The main is to provide a compliant, flexible and fast implementation of
the Python Language which uses
the RPython tool chain to enable new advanced high-level features without
having to encode the low-level details. This is called as PyPy.
High Level Goals
Our main motivation to develop
the translation framework that provides a full featured, customizable, fast and very
compliant Python implementation, working on and interacting
with a large variety of platforms and allowing the quick introduction of new
advanced language features.
This Python implementation is
written in RPython as a relatively simple
interpreter, in some respects, it is easier to understand than CPython, that is
C reference implementation of Python. Using its high level flexibility to
quickly experiment the features or implementation techniques in a traditional
approach, require pervasive changes to the source code.
For example, PyPy’s Python interpreter provides a lazily
computed object which is a small extension that would require global changes in
CPython.
Another example is the garbage
collection technique: changing CPython to use a garbage collector not based on
reference counting, whereas in PyPy it’s an issue localized in the translation
framework which is fully orthogonal to the interpreter source code.
PyPy Python Interpreter
PyPy’s Python Interpreter is
written in RPython that implements the full Python language. This interpreter
very closely emulates the behavior of CPython
and contains the following key components:
Bytecode
Compiler - This is responsible for
producing the Python code objects from the source code of a user application. The bytecode
compiler is the preprocessing phase which produces a compact bytecode
format via a chain of flexible passes (tokenizer, lexer, parser, abstract
syntax tree builder, bytecode generator).
Bytecode Evaluator –
It’s responsible for interpreting the Python code objects.
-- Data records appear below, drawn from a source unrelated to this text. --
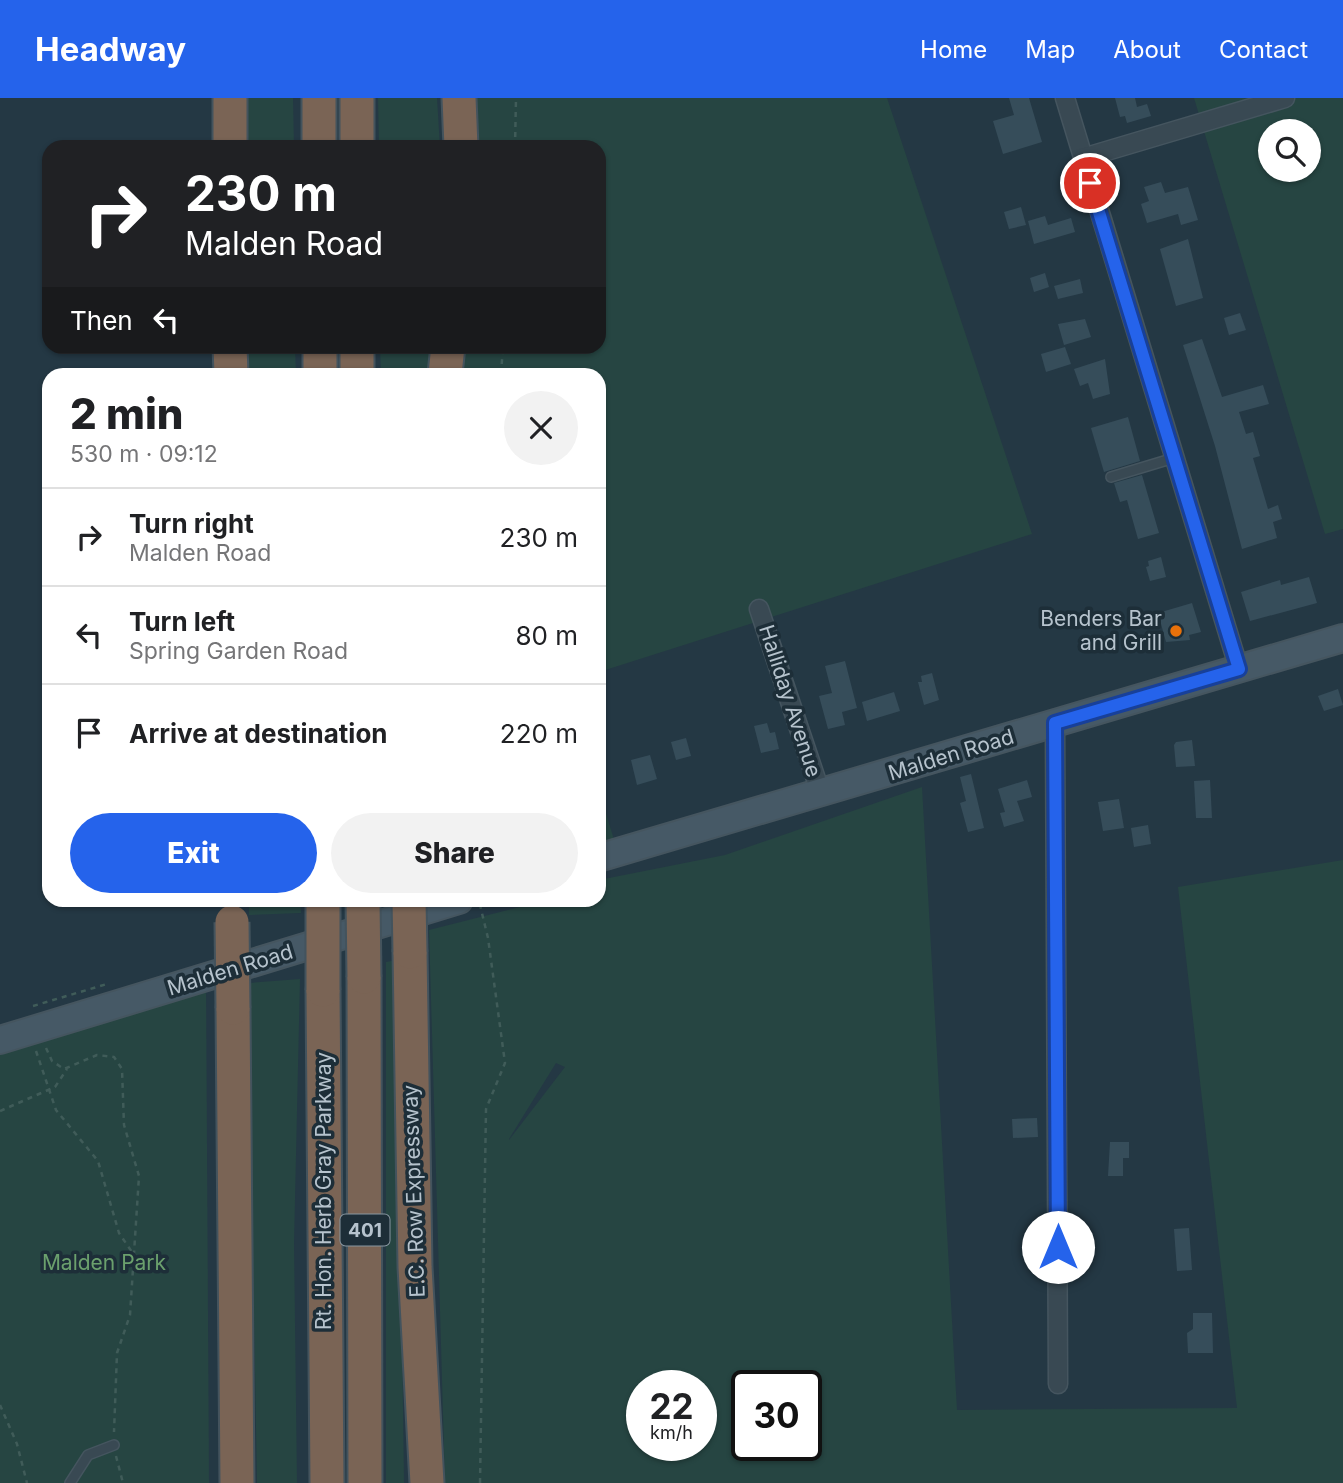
<!DOCTYPE html>
<html lang="en">
<head>
<meta charset="utf-8">
<style>
	body { margin:0; font-family:Inter,sans-serif; background:#f2f2f2; color:#202124; height:100vh; display:flex; flex-direction:column; font-size:26px; white-space:nowrap }
	* { box-sizing:border-box; margin:0 }
	p { font-size:23px; color:#757577 }
	.icon { flex:none; width:38px; height:38px; fill:none; stroke:currentColor; stroke-width:2; stroke-linecap:round; stroke-linejoin:round }
	.map { position:relative; flex:1; overflow:hidden }
	.drawer { position:absolute; left:42px; top:270px; width:564px; height:539px; display:flex; flex-direction:column; background:#fff; border-radius:21px; box-shadow:0 2px 5px #0004 }
	.drawer>* { flex:none }
	.hud { position:absolute; left:42px; top:42px; width:564px; height:214px; border-radius:21px; box-shadow:0 2px 5px #0004; background:#202124; color:#fff; overflow:hidden }
	.tools { position:absolute; left:1258px; top:21px; display:grid; gap:14px }
	.tools a { display:grid; place-items:center; width:63px; height:63px; border-radius:50%; background:#fff; box-shadow:0 2px 5px #0004; font-size:35px }
	.speed { position:absolute; left:626px; top:1272px; display:flex; gap:14px; font-size:35px; font-weight:700; text-align:center }
	.speed>* { display:grid; place-content:center; width:91px; height:91px; border-radius:50%; background:#fff; box-shadow:0 2px 5px #0004; line-height:1 }
	.speed small { font-size:18px; font-weight:400 }
	.speed .limit { border:4px solid #111; border-radius:10px; background:#fff; color:#111 }
	.pin { position:absolute; display:grid; place-items:center; width:60px; height:60px; color:#fff; margin:-30px; border:4px solid #fff; border-radius:50%; box-shadow:0 2px 7px #0007 }
	.me { position:absolute; width:77px; margin:-38px; rotate:0deg; stroke-linejoin:round; filter:drop-shadow(0 0 5px #0008) }
	.turn { display:flex; align-items:center; gap:24px; height:147px; padding:0 28px; font-size:32px }
	.turn .icon { width:91px; height:91px; stroke-width:2.5 }
	.turn b { display:block; font-size:49px; line-height:60px }
	.then { display:flex; align-items:center; height:66px; padding:0 28px; background:#0003; gap:14px; font-size:26px }
	.round { display:grid; place-items:center; flex:none; width:74px; height:74px; border-radius:37px; background:#f2f2f2 }
	.overview { display:flex; align-items:center; justify-content:space-between; height:119px; padding:0 28px }
	h1 { font-size:42px; font-weight:800; line-height:52px }
	.primary-button { display:flex; gap:14px; margin-top:auto; padding:14px 28px }
	.primary-button a { flex:1; height:80px; border-radius:42px; background:#2563eb; color:#fff; font-size:28px; font-weight:800; line-height:80px; text-align:center }
	.primary-button a+a { background:#f2f2f2; color:#202124 }
	ul { padding:0; list-style:none }
	li { display:flex; align-items:center; gap:21px; height:98px; padding:0 28px; border-top:2px solid #e0e0e0 }
	li div { flex:1 }
	li b { display:block; font-size:26px }
	li em { font-style:normal }
	header { display:flex; align-items:center; gap:42px; box-sizing:border-box; height:98px; padding:0 35px; background:#2563eb; color:#fff }
	header strong { font-size:33px }
	nav { display:flex; gap:38px; margin-inline-start:auto; font-size:24px }
	.map>svg:first-child { display:block }
	.green { fill:#264542; fill-rule:evenodd }
	.building { fill:#364d5a }
	.lines { fill:none; stroke-linecap:round; stroke-linejoin:round }
	.lane-casing { stroke:#45555f; stroke-width:12 }
	.street-casing { stroke:#45555f; stroke-width:21 }
	.secondary-casing { stroke:#45555f; stroke-width:30 }
	.highway-casing { stroke:#43535d; stroke-width:37 }
	.path { stroke:#405c59; stroke-width:2.5; stroke-dasharray:5 5; stroke-linecap:butt }
	.lane { stroke:#394953; stroke-width:9 }
	.street { stroke:#394953; stroke-width:18 }
	.secondary { stroke:#465966; stroke-width:26 }
	.highway { stroke:#7a6455; stroke-width:33 }
	.highway-bridge-casing { stroke:#43535d; stroke-width:37; stroke-linecap:butt }
	.highway-bridge { stroke:#7a6455; stroke-width:33 }
	.route-casing { stroke:#184099; stroke-width:18 }
	.route { stroke:#2563eb; stroke-width:12 }
	.food-dot { fill:#e8710a; stroke:#1d2e38; stroke-width:2.5 }
	.labels { text-anchor:middle; stroke-width:7; stroke-linejoin:round; paint-order:stroke }
	.shield { fill:#1d2e38; stroke:#8896a0; stroke-width:2 }
	.shield-label { font-size:19px; font-weight:bold; fill:#b6c3cd }
	.poi-label { font-size:21px; fill:#b6c3cd; stroke:#1d2e38; text-anchor:end }
	.street-label { font-size:21px; fill:#b6c3cd; stroke:#1d2e38 }
	.park-label { font-size:21px; fill:#6ba06d; stroke:#1d2e38 }
</style>
</head>
<body>
<header>
<strong>Headway</strong>
<nav><a>Home</a><a>Map</a><a>About</a><a>Contact</a></nav>
</header>
<div class="map">
<svg width="1343" height="1385" viewBox="0 0 1343 1385">
	<rect width="100%" height="100%" fill="#243844"/>
	<g class="green">
		<polygon points="243,0 293,0 294,49 243,49"/>
		<polygon points="378,0 437,0 440,49 379,49"/>
		<polygon points="476,0 887,0 1032,436 599,574 598,276 463,276 465,249 598,248 598,49 478,49"/>
		<path d="M1194 0H1343V431L1325 436ZM1270 33H1309V72H1270Z"/>
		<polygon points="244,249 295,249 296,276 244,276"/>
		<polygon points="380,249 435,249 434,276 381,276"/>
		<polygon points="598,689 618,755 598,760"/>
		<path d="M922 689 957 1312 1237 1310 1178 789 1343 762V1385H445L429 832 548 802H598L599 782 725 757ZM556 965 565 969 509 1042V1041ZM702 1288V1348H642V1288ZM747 1288H807V1348H747Z"/>
		<polygon points="249,802 300,802 301,815 249,817"/>
		<polygon points="397,862 404,1385 386,1385 386,864"/>
		<polygon points="300,881 294,1145 297,1385 257,1385 248,885"/>
		<polygon points="206,883 209,1385 0,1385 0,945"/>
	</g>
	<g class="building">
		<polygon points="1009,0 1029,0 1042,44 1003,56 993,23 1014,17"/>
		<polygon points="1115,0 1135,0 1137,9 1147,6 1151,18 1127,25 1125,18 1120,19"/>
		<polygon points="1161,84 1165,95 1188,89 1198,122 1181,127 1178,116 1147,125 1141,106 1149,103 1144,89"/>
		<polygon points="1021,109 1026,127 1009,131 1004,114"/>
		<polygon points="1045,118 1048,127 1071,120 1075,134 1034,146 1028,123"/>
		<polygon points="1188,141 1203,200 1176,208 1160,151"/>
		<polygon points="1045,175 1049,189 1034,194 1030,180"/>
		<polygon points="1080,181 1083,195 1058,201 1054,188"/>
		<polygon points="1240,215 1246,232 1229,237 1224,220"/>
		<polygon points="1085,221 1091,239 1064,247 1058,226"/>
		<polygon points="1202,241 1222,299 1263,287 1269,306 1239,314 1246,336 1253,334 1260,358 1253,360 1268,411 1278,407 1282,421 1273,424 1277,440 1242,451 1215,348 1183,247"/>
		<polygon points="1065,249 1071,266 1046,274 1041,256"/>
		<polygon points="1105,261 1110,296 1093,301 1088,285 1080,288 1074,271"/>
		<polygon points="1128,319 1140,363 1104,374 1091,330"/>
		<polygon points="1142,377 1159,435 1138,441 1127,402 1120,404 1114,385"/>
		<polygon points="1161,459 1166,479 1150,483 1146,469 1149,468 1148,463"/>
		<polygon points="1309,479 1317,505 1250,523 1241,494 1280,482 1281,487"/>
		<polygon points="1192,505 1201,534 1189,537 1190,542 1166,544 1158,515"/>
		<polygon points="845,563 857,610 842,614 845,627 828,631 819,598 832,595 825,568"/>
		<polygon points="932,575 939,602 924,607 918,584 922,584 921,578"/>
		<polygon points="1338,591 1343,607 1324,613 1318,598"/>
		<polygon points="894,594 900,613 867,623 862,604"/>
		<polygon points="767,625 770,635 775,634 779,651 761,655 754,628"/>
		<polygon points="686,640 691,658 676,662 671,644"/>
		<polygon points="1192,642 1195,668 1176,669 1174,647 1176,644"/>
		<polygon points="650,657 657,681 637,687 631,662"/>
		<polygon points="971,676 984,730 968,734 960,705 966,703 960,679"/>
		<polygon points="1027,682 1032,699 1017,703 1024,723 1004,729 1000,715 1005,714 998,691"/>
		<polygon points="1210,682 1212,720 1196,720 1194,683"/>
		<polygon points="1119,701 1124,730 1103,733 1098,704"/>
		<polygon points="1148,727 1151,746 1134,749 1131,730"/>
		<polygon points="1037,1020 1038,1039 1013,1040 1012,1021"/>
		<polygon points="1110,1044 1129,1044 1129,1060 1123,1060 1123,1078 1108,1078"/>
		<polygon points="1189,1130 1192,1172 1177,1173 1174,1131"/>
		<polygon points="1193,1215 1212,1215 1213,1255 1188,1255 1187,1235 1193,1231"/>
	</g>
	<g class="lines">
		<g class="lane-casing">
			<g id="lane">
				<polyline points="1111,379 1174,360"/>
				<polyline points="70,1385 88,1357 114,1347"/>
			</g>
		</g>
		<g class="street-casing">
			<g id="street">
				<polyline points="1065,0 1239,571"/>
				<polyline points="1083,60 1285,0"/>
				<polyline points="759,511 821,696"/>
				<polyline points="1055,625 1058,1286"/>
			</g>
		</g>
		<g class="secondary-casing">
			<g id="secondary">
				<polyline points="598,760 1343,540"/>
				<polyline points="0,942 459,802"/>
			</g>
		</g>
		<g class="highway-casing">
			<g id="highway">
				<polyline points="319,0 319,49"/>
				<polyline points="459,0 461,49"/>
				<polyline points="230,49 230,0"/>
				<polyline points="357,49 357,0"/>
				<polyline points="230,248 231,276"/>
				<polyline points="320,248 320,276"/>
				<polyline points="357,248 357,276"/>
				<polyline points="445,276 448,248"/>
				<polyline points="410,854 415,1169 427,1385"/>
				<polyline points="364,879 365,1385"/>
				<polyline points="323,892 327,1385"/>
				<polyline points="233,910 237,1385"/>
			</g>
		</g>
		<g class="path">
			<polyline points="515,49 516,0"/>
			<polyline points="501,276 503,248"/>
			<polyline points="33,908 107,886"/>
			<polyline points="46,950 52,963 64,971 97,957 114,959 122,971 124,1027 139,1078 130,1217 117,1255 114,1334"/>
			<polyline points="36,953 56,1012 98,1063 119,1135 134,1157"/>
			<polyline points="0,1013 55,989 67,971"/>
			<polyline points="0,1307 17,1346 27,1385"/>
			<polyline points="116,1358 123,1385"/>
			<polyline points="480,1385 486,1011 505,965 488,840 480,807"/>
		</g>
		<use href="#lane" class="lane"/>
		<use href="#street" class="street"/>
		<use href="#secondary" class="secondary"/>
		<use href="#highway" class="highway"/>
		<g class="highway-bridge-casing">
			<g id="highway-bridge">
				<polyline points="323,802 323,892"/>
				<polyline points="363,802 364,879"/>
				<polyline points="409,802 410,854"/>
				<polyline points="232,824 233,910"/>
			</g>
		</g>
		<use href="#highway-bridge" class="highway-bridge"/>
	</g>
	<g class="lines">
		<g class="route-casing">
			<polyline id="route" points="1058,1149 1055,625 1239,571 1090,85"/>
		</g>
		<use href="#route" class="route"/>
	</g>
	<circle class="food-dot" cx="1176" cy="533" r="7"/>
	<g class="labels">
		<rect class="shield" x="340.5" y="1116.5" width="49" height="31" rx="5"/>
		<g class="shield-label">
			<text x="365" y="1139">401</text>
		</g>
		<g class="poi-label">
			<text x="1162" y="528">Benders Bar<tspan x="1162" dy="24">and Grill</tspan></text>
		</g>
		<g class="street-label">
			<text transform="translate(790 603) rotate(72)" y="7">Halliday Avenue</text>
			<text transform="translate(951 657) rotate(-17)" y="7">Malden Road</text>
			<text transform="translate(230 872) rotate(-17)" y="7">Malden Road</text>
			<text transform="translate(324 1093) rotate(-90)" y="7">Rt. Hon. Herb Gray Parkway</text>
			<text transform="translate(414 1093) rotate(-92)" y="7">E.C. Row Expressway</text>
		</g>
		<g class="park-label">
			<text x="104" y="1172">Malden Park</text>
		</g>
	</g>
</svg>
<div class="tools">
<a><svg class="icon" aria-label="search" viewBox="0 0 24 24"><circle cx="10" cy="10" r="6"/><path d="M15 15l6 6"/></svg></a>
</div>
<div class="speed"><div>22<small>km/h</small></div><div class="limit">30</div></div>
<div class="pin" style="left:1090px;top:85px;background:#d93025"><svg class="icon" aria-label="arrive" viewBox="0 0 24 24"><path d="M6 21V4h12l-3 4 3 4H6"/></svg></div>
<svg class="me" style="left:1058px;top:1149px" viewBox="-20 -20 40 40"><circle r="19" fill="#fff"/><path d="M0-13L10 11 0 6-10 11z" fill="#2563eb"/></svg>
<div class="hud">
<div class="turn"><svg class="icon" aria-label="right" viewBox="0 0 24 24"><path d="M7 20v-9h11M14 6l5 5-5 5"/></svg><div><b>230 m</b>Malden Road</div></div>
<div class="then">Then<svg class="icon" aria-label="left" viewBox="0 0 24 24"><path d="M17 20v-9H6M10 6l-5 5 5 5"/></svg></div>
</div>
<section class="drawer">
<div class="overview"><div><h1>2 min</h1><p>530 m · 09:12</p></div><a class="round"><svg class="icon" aria-label="close" viewBox="0 0 24 24"><path d="M6 6l12 12M18 6L6 18"/></svg></a></div>
<ul>
<li><svg class="icon" aria-label="right" viewBox="0 0 24 24"><path d="M7 20v-9h11M14 6l5 5-5 5"/></svg><div><b>Turn right</b><p>Malden Road</p></div><em>230 m</em></li>
<li><svg class="icon" aria-label="left" viewBox="0 0 24 24"><path d="M17 20v-9H6M10 6l-5 5 5 5"/></svg><div><b>Turn left</b><p>Spring Garden Road</p></div><em>80 m</em></li>
<li><svg class="icon" aria-label="arrive" viewBox="0 0 24 24"><path d="M6 21V4h12l-3 4 3 4H6"/></svg><div><b>Arrive at destination</b></div><em>220 m</em></li>
</ul>
<div class="primary-button"><a>Exit</a><a>Share</a></div>
</section>
</div>
</body>
</html>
The bytecode
evaluator interprets this bytecode. It does most of its work by
delegating all actual manipulations of user objects to the object space.
The latter can be thought of as the library of built-in types. It defines the
implementation of the user objects, like integers and lists, as well as the
operations between them, like addition or truth-value-testing.
Standard Object Space – This is responsible for creating and manipulating the Python objects that are seen by the
application. The division between bytecode evaluator and object space gives a
lot of flexibility. One can plug in different object spaces to
get different or enriched behaviour of the Python object.